#### [EXERCISE DATA]
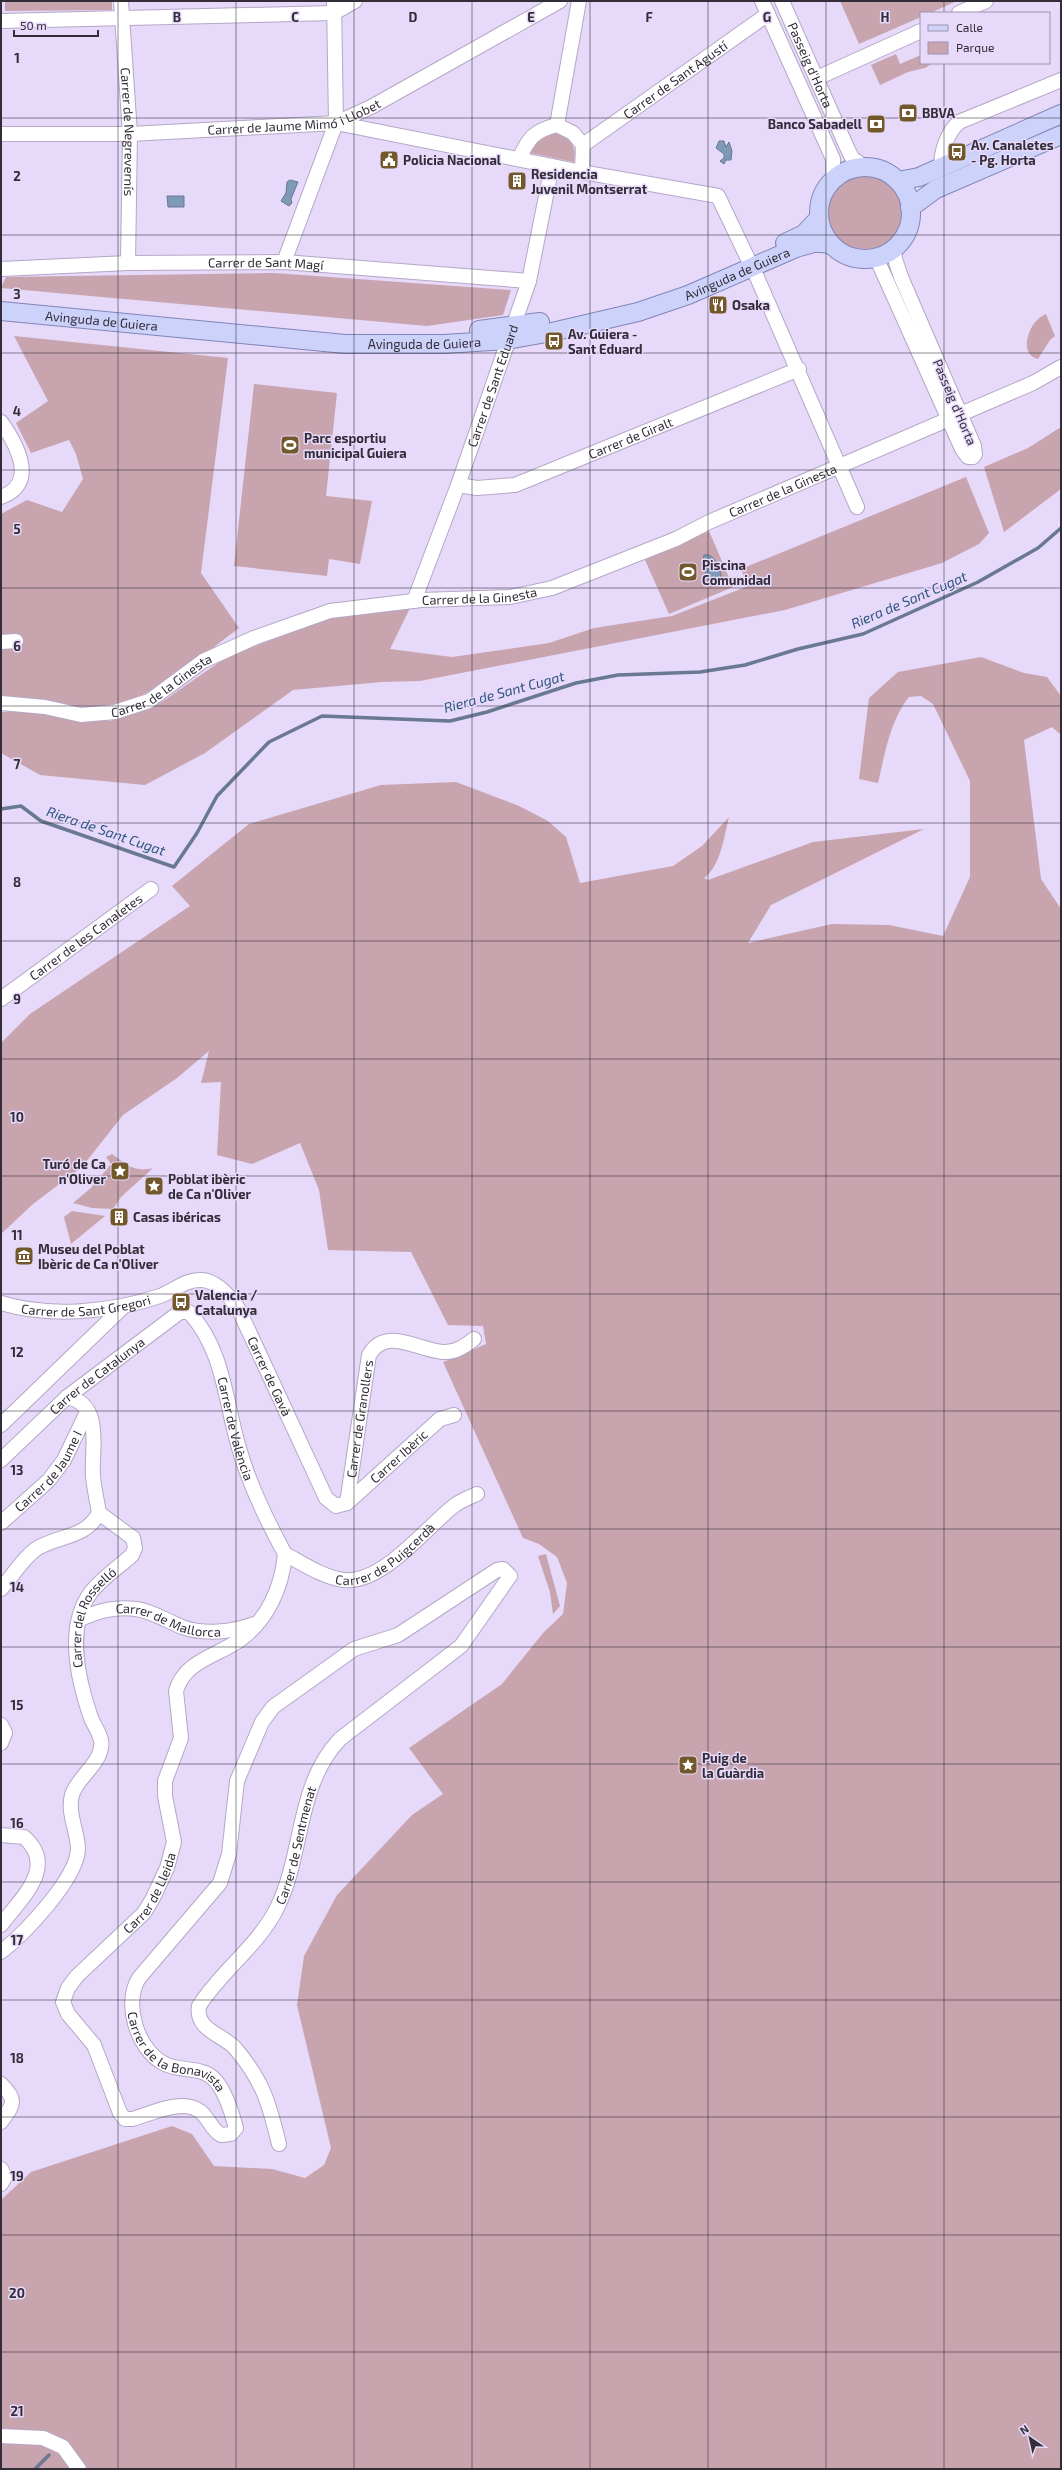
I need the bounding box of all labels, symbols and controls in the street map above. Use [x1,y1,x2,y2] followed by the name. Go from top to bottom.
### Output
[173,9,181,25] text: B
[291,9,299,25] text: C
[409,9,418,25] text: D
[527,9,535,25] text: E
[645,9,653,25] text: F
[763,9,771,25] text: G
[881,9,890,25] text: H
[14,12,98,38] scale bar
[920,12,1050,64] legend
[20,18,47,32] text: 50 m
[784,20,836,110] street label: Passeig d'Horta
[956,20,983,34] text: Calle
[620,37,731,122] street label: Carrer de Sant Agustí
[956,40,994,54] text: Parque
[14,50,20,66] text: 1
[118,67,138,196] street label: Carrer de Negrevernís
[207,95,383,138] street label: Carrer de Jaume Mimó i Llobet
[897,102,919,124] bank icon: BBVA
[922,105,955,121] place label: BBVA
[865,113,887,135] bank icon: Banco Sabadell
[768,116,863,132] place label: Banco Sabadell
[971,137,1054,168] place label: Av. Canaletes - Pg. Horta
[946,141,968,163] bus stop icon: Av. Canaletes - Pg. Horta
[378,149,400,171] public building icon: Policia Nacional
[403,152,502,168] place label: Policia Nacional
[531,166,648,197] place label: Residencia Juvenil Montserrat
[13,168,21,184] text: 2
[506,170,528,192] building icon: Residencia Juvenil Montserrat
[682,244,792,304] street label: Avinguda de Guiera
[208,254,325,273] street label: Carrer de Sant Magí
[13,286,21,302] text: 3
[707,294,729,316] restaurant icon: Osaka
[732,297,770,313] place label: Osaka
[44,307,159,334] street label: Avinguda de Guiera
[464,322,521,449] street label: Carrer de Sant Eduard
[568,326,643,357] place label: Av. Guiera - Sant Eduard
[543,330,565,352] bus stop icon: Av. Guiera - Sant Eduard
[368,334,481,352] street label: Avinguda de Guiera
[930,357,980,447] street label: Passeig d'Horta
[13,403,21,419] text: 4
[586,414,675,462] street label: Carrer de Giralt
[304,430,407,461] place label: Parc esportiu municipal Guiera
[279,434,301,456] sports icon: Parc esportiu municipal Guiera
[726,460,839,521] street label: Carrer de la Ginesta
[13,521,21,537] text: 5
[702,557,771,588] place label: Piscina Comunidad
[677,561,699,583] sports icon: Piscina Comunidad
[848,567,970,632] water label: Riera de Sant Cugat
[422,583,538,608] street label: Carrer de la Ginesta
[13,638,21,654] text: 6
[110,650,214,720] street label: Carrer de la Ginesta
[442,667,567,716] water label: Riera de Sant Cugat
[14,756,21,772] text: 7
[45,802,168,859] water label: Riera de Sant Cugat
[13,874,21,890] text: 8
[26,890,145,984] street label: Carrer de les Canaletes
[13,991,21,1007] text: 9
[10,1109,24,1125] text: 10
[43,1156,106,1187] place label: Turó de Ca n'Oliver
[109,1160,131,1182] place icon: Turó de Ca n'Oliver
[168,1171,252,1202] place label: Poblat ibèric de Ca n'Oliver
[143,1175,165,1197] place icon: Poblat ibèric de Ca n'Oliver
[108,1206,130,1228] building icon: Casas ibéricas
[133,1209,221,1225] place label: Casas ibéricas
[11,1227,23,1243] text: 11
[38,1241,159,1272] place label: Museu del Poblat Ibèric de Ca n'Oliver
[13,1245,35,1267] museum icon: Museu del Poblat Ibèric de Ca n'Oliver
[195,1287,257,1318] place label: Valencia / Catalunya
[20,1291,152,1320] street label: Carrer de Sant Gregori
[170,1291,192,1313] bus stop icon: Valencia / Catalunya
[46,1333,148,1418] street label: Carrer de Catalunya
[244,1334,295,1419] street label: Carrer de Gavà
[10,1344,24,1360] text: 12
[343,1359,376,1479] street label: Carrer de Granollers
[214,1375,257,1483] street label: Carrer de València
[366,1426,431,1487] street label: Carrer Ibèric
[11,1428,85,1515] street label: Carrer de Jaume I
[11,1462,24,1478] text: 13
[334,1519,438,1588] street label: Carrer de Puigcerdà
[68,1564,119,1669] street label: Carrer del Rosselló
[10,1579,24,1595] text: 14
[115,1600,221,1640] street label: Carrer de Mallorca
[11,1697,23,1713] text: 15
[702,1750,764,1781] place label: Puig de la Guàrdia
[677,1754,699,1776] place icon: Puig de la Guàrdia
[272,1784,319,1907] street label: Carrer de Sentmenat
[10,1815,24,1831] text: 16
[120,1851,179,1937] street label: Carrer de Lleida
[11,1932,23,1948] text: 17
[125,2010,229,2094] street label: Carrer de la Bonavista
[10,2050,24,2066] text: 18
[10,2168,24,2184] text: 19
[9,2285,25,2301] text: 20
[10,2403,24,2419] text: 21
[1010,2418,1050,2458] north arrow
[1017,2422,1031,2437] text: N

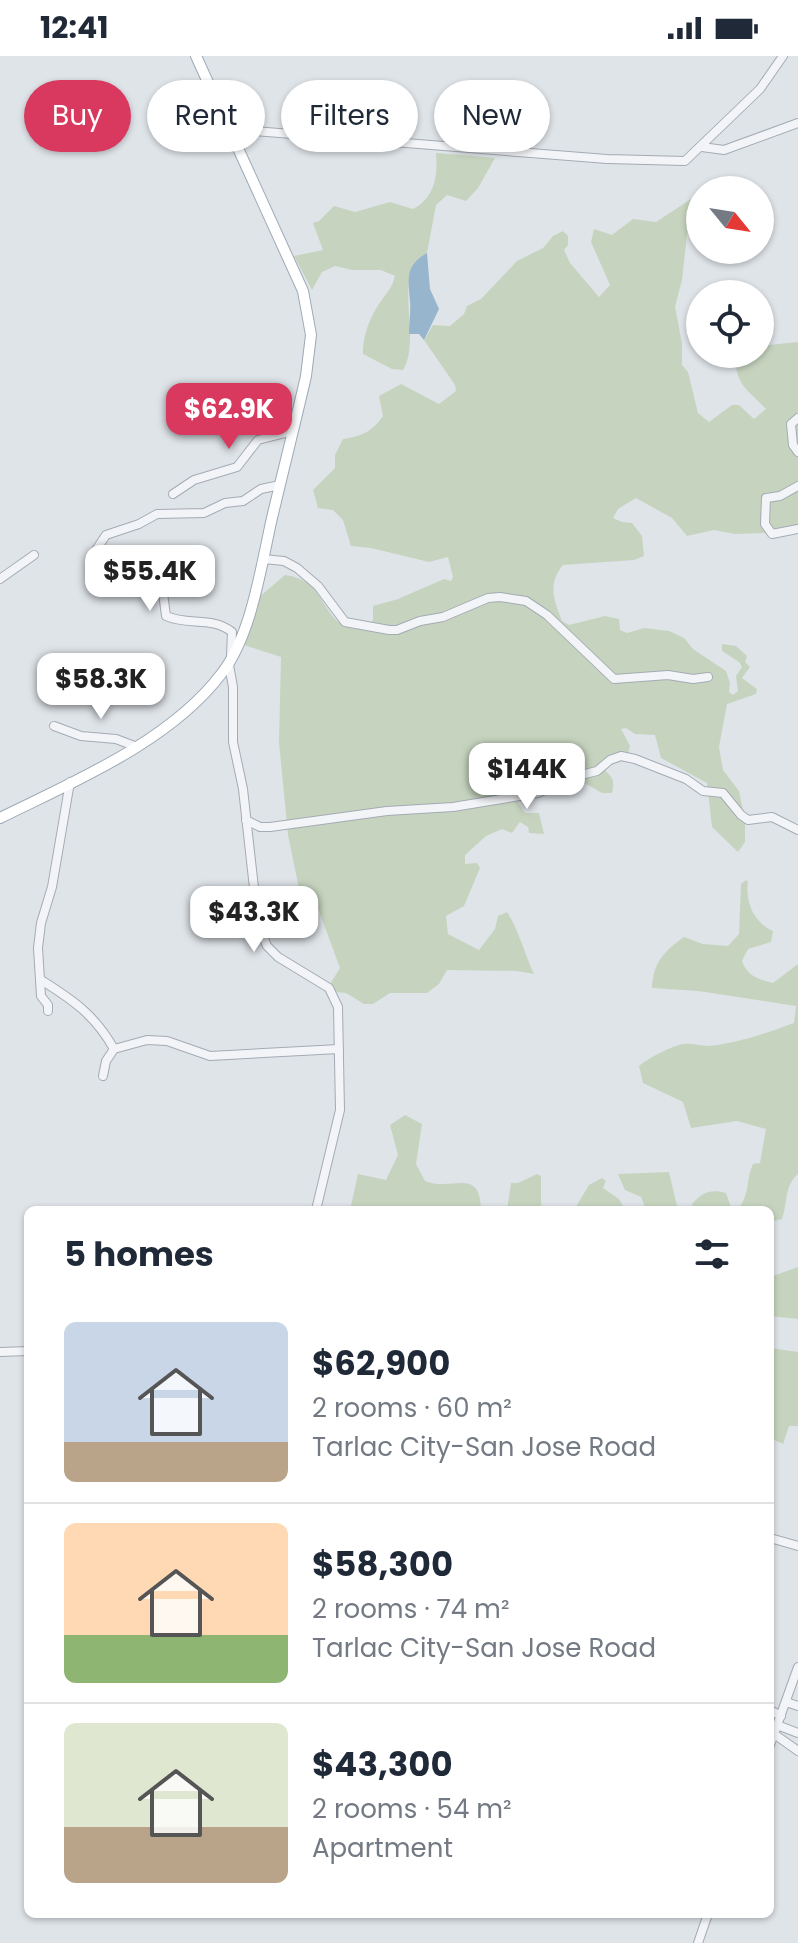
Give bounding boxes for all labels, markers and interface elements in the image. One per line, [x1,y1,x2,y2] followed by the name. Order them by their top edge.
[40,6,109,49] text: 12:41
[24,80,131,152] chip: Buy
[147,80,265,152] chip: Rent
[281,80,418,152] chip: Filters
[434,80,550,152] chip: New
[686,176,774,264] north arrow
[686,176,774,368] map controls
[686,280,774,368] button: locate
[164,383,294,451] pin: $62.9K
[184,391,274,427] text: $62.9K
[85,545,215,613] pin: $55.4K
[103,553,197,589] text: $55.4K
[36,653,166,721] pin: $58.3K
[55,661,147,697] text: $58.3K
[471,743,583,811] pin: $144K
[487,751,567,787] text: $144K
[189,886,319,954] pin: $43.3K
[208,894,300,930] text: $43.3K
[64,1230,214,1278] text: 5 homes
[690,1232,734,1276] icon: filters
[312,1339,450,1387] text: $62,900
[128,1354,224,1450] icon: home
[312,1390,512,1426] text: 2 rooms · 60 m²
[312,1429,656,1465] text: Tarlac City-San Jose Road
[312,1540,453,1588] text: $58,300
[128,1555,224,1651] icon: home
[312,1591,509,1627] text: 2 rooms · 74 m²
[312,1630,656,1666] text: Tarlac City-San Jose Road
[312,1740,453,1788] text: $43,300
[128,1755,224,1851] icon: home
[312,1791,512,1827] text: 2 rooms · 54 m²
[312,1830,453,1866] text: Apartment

#### [WHAT IS BEING ASKED]
List every line above that contains the word "Poblat".

#### [ANSWER TO THIS PROBLEM]
[168,1171,252,1202] place label: Poblat ibèric de Ca n'Oliver
[143,1175,165,1197] place icon: Poblat ibèric de Ca n'Oliver
[38,1241,159,1272] place label: Museu del Poblat Ibèric de Ca n'Oliver
[13,1245,35,1267] museum icon: Museu del Poblat Ibèric de Ca n'Oliver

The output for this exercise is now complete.